Cadbury Nigeria Plc has reported a pre-tax loss of N3.423 billion for Q2 2024, a significant improvement from the N10.457 billion loss recorded in Q1.
This has moderated the half-year 2024 loss to N13.880 billion, which is 4.5 percent lower than the loss recorded in the same period in 2023.
The company reported a pre-tax loss of N28.157 billion in 2023, a stark contrast to the pre-tax profit of N1.298 billion achieved in 2022.
Given the improved performance in Q2, Cadbury Nigeria Plc might be on a path to exit the loss recorded in 2023
However, several factors will influence this outcome, including continued revenue growth, effective cost management, hedging against foreign exchange losses, and overall market conditions in the remaining quarters of 2024.
Revenue growth has been impressive. In Q2, revenue grew by 46 percent YoY to N27.745 billion, helping the half-year revenue to N51.440 billion, representing 45 percent YoY growth.
The revenue was driven significantly by domestic sales accounting for more than 88% of the total revenue.
Despite the impressive revenue growth, the high cost of sales has been particularly impactful.
In Q2, the company recorded its highest quarterly cost of sales for the year at N23.150 billion, reflecting a 95% year-on-year growth and pushing the half-year cost to N41.853 billion, which is more than half of the total cost of sales for the entire year of 2023.
This contributed to the decline in gross profit and margin. While the gross profit declined in both Q1 and Q2, leading to an overall year-on-year decline of 6.28 percent to N9.587 billion, the gross profit margin dropped by 350 basis points to 19 percent in H1 2024.
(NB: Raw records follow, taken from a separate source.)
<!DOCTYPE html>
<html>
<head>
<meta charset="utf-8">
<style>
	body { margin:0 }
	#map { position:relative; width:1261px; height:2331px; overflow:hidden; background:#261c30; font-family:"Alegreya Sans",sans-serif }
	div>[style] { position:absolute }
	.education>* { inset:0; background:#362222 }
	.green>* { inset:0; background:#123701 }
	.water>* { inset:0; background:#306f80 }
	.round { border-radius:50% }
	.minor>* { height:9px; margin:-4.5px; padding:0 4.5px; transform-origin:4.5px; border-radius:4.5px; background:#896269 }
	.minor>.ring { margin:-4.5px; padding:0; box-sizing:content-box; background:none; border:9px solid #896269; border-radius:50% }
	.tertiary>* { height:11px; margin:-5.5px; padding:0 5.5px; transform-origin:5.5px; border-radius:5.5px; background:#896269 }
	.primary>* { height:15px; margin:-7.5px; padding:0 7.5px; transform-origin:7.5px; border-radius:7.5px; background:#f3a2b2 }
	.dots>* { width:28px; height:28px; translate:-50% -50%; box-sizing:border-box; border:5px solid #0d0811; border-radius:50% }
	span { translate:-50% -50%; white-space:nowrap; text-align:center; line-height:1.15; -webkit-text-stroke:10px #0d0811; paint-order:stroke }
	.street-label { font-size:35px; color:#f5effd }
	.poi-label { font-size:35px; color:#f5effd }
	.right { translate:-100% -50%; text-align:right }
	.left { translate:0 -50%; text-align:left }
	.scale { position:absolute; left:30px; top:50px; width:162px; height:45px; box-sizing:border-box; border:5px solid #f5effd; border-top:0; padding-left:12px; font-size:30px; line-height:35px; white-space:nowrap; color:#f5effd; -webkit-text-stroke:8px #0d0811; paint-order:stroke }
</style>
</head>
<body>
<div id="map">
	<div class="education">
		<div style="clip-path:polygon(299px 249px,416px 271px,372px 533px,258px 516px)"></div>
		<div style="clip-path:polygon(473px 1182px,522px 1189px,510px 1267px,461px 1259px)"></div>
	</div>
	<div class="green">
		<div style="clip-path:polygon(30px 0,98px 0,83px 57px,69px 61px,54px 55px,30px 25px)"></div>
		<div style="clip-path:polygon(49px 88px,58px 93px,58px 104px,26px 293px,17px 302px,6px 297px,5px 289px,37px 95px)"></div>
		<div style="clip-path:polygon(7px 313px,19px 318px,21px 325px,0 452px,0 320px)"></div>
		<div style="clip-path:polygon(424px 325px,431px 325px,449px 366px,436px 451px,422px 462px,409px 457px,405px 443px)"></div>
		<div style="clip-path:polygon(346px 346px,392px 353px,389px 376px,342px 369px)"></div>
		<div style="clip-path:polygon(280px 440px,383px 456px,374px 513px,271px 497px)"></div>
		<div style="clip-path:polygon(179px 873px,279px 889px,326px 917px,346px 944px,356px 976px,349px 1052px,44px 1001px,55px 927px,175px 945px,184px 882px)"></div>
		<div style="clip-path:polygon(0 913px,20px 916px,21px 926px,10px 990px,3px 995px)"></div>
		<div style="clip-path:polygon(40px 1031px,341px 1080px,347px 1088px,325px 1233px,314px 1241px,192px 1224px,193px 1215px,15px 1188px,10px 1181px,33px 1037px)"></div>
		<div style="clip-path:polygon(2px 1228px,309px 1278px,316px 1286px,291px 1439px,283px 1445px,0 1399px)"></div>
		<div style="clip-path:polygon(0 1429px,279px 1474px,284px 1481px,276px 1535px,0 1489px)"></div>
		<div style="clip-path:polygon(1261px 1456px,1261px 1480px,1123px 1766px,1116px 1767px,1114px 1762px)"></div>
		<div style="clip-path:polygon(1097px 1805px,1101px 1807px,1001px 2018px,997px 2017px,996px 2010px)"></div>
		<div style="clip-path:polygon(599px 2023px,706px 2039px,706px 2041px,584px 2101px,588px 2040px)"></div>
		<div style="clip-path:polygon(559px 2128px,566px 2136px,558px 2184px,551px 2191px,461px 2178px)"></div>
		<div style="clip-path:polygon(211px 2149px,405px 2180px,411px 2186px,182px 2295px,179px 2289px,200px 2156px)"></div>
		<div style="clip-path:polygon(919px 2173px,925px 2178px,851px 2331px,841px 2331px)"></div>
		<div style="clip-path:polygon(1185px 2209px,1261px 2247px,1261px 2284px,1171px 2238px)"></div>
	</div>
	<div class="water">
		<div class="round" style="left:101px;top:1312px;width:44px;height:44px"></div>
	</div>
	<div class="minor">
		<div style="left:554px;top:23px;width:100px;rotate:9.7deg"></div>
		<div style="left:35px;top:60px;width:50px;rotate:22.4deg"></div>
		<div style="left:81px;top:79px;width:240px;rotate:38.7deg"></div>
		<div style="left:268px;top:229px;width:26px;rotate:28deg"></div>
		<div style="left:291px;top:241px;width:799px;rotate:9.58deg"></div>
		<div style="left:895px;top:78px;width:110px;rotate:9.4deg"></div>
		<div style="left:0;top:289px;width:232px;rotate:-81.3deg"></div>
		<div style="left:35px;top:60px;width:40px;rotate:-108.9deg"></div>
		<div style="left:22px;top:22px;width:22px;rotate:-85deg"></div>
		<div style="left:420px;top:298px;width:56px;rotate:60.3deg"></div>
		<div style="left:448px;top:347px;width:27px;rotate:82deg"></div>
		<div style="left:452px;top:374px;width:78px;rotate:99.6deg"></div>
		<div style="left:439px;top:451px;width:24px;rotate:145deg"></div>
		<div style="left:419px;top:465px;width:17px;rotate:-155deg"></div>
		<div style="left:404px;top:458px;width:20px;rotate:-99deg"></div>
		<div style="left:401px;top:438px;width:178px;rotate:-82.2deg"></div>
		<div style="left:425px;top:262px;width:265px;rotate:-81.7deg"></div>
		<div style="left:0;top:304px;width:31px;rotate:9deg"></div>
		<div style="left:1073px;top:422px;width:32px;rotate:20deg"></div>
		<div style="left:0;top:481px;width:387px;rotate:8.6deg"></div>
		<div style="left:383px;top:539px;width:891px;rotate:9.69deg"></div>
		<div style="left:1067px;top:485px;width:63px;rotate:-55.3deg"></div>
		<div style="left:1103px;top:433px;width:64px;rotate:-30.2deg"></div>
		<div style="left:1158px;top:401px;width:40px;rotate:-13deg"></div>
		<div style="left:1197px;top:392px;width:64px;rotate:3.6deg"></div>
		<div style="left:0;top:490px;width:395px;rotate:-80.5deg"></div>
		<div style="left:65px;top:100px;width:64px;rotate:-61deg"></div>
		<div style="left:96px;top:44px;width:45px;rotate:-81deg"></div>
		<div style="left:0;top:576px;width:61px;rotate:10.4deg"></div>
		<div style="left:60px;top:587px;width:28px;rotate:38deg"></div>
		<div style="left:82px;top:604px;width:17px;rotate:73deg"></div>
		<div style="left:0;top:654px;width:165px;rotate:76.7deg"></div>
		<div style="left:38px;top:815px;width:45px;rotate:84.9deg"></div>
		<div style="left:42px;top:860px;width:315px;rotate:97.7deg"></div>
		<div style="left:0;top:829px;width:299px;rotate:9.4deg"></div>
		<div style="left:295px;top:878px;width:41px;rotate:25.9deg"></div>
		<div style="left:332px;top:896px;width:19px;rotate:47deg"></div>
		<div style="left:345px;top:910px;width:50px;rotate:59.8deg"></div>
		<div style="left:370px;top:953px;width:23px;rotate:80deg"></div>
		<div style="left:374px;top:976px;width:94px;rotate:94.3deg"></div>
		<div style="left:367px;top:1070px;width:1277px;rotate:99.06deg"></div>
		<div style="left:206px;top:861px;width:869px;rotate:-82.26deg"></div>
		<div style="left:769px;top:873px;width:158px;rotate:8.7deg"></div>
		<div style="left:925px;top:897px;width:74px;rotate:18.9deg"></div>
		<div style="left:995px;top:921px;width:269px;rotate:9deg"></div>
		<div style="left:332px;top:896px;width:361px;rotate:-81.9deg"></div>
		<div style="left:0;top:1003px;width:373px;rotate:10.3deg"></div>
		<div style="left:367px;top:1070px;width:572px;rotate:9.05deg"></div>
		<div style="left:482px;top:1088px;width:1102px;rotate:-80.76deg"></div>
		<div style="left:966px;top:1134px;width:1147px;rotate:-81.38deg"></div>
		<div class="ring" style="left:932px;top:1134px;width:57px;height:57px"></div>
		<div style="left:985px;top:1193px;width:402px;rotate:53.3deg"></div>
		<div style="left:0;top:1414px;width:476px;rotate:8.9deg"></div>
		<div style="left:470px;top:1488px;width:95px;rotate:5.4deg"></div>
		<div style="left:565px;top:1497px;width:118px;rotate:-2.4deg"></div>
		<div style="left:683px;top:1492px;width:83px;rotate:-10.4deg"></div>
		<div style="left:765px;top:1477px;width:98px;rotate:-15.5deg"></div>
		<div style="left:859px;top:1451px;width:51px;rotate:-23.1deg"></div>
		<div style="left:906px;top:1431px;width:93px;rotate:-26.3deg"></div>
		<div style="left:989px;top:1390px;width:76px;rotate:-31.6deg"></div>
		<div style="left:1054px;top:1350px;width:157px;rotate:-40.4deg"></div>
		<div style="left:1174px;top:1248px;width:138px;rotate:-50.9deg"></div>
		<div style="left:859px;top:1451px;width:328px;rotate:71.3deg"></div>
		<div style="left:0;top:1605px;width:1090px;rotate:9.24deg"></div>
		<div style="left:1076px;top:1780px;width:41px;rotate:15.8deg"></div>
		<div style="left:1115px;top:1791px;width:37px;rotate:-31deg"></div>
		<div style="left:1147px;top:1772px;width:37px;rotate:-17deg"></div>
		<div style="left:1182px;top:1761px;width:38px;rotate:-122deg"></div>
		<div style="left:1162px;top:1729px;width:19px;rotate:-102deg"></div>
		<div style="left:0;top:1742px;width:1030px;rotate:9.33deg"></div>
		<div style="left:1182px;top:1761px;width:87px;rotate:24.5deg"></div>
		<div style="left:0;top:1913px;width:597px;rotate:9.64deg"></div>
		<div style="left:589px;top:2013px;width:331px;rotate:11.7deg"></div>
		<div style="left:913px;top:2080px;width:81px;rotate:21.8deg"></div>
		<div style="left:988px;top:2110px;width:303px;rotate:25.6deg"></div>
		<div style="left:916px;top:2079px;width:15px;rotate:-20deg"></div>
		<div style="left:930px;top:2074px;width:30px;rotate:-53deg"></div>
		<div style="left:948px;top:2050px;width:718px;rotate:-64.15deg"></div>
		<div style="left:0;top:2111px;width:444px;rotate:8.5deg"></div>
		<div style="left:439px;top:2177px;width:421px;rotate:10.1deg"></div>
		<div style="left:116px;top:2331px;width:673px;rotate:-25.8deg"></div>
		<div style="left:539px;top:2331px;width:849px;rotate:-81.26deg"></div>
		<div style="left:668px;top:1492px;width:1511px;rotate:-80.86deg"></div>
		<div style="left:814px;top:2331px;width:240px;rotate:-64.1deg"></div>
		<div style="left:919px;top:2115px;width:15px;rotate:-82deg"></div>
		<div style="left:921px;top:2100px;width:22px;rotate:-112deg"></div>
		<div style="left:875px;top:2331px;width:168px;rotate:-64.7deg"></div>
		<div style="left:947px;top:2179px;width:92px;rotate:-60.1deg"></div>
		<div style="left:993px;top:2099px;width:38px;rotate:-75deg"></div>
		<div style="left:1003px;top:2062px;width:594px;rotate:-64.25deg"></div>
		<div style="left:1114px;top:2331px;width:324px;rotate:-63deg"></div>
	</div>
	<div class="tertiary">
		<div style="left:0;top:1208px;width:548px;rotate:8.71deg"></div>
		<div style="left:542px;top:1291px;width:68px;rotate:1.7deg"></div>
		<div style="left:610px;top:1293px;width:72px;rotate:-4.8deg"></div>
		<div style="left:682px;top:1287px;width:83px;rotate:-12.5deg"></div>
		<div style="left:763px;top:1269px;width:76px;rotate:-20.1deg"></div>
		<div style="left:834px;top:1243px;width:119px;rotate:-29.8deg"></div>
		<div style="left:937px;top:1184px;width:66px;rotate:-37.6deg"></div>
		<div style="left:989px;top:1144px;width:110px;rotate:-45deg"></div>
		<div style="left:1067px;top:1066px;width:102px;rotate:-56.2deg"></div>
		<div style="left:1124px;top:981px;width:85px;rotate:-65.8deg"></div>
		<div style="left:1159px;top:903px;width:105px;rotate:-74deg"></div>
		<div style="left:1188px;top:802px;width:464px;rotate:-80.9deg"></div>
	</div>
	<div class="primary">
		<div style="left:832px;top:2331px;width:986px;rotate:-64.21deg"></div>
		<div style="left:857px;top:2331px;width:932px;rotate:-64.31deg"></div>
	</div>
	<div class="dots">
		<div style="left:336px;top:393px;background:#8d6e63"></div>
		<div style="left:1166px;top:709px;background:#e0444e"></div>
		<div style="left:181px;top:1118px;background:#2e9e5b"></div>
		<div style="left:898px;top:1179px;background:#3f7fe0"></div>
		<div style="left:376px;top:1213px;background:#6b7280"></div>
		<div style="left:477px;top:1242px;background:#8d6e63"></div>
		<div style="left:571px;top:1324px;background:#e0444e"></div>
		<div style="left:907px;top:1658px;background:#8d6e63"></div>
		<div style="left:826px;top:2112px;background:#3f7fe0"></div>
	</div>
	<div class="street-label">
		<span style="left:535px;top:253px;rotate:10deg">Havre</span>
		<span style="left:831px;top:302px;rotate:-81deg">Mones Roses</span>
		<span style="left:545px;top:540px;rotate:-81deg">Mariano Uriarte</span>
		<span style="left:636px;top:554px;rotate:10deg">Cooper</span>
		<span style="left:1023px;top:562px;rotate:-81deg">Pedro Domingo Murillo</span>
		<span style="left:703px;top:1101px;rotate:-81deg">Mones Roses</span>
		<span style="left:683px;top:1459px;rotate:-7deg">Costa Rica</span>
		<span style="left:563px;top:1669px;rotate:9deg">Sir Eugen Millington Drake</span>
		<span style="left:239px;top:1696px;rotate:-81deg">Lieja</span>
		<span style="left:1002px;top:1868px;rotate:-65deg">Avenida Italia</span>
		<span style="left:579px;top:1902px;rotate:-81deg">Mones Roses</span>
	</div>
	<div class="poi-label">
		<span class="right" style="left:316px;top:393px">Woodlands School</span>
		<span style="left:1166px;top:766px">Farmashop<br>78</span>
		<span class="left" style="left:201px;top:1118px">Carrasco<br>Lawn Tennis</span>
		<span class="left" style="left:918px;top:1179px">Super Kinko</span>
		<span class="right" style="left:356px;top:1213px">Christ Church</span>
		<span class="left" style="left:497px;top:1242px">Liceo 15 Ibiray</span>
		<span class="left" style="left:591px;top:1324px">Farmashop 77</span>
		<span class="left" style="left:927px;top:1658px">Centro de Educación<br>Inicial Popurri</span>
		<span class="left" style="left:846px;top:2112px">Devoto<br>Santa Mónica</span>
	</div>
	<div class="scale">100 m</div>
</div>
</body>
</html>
Aside from the high cost of sales and overheads, foreign exchange losses have been impactful.
The company reported N36 billion in foreign exchange losses in 2023, with over 80 percent of it realised.
The trend continued early in 2024, with a realised foreign exchange loss of N13.4 billion in Q1 pushing the half-year foreign exchange loss to N15.76 billion. This primarily contributed to the loss.
These forex losses significantly impacted the company’s overall profitability, adding to the challenges posed by high costs of sales and overhead expenses.
Essentially, the unfavourable exchange rate movements have compounded the company’s financial difficulties, making it harder to achieve positive financial results.
The reduction in both realised and unrealized foreign exchange losses in Q2 2024 compared to Q1 2024 and 2023 is a positive sign for Cadbury Nigeria Plc.
The relatively low FX losses in Q2 are likely because a greater percentage of the foreign exchange losses were already realised in Q1.
This front-loading of losses can help in managing and mitigating future risks, leading to a more stable and predictable financial performance for Cadbury Nigeria Plc in the remaining quarters of 2024.
If the trend of reduced FX losses continues, it can contribute to a positive earnings trend for the remaining quarters of 2024.
This can improve investor confidence and potentially support a higher stock price. CADBURY has been bearish this year with a YtD loss of 2.63 percent, in contrast to the 2023 YtD gain of 59.66 percent.
Despite being currently unprofitable, Cadbury enjoys a high valuation as reflected in its price-to-book ratio of 7.46x.
This means that investors are willing to pay 7.46 times the book value, indicating high market expectations and a strong valuation based on future growth prospects, intangible assets, and positive market sentiment.
To justify this high valuation in the long term, Cadbury Nigeria Plc must demonstrate tangible improvements in profitability, cost management, and overall financial health.
High expectations may not materialise, and the high P/B ratio could be unsustainable if the company fails to improve its profitability.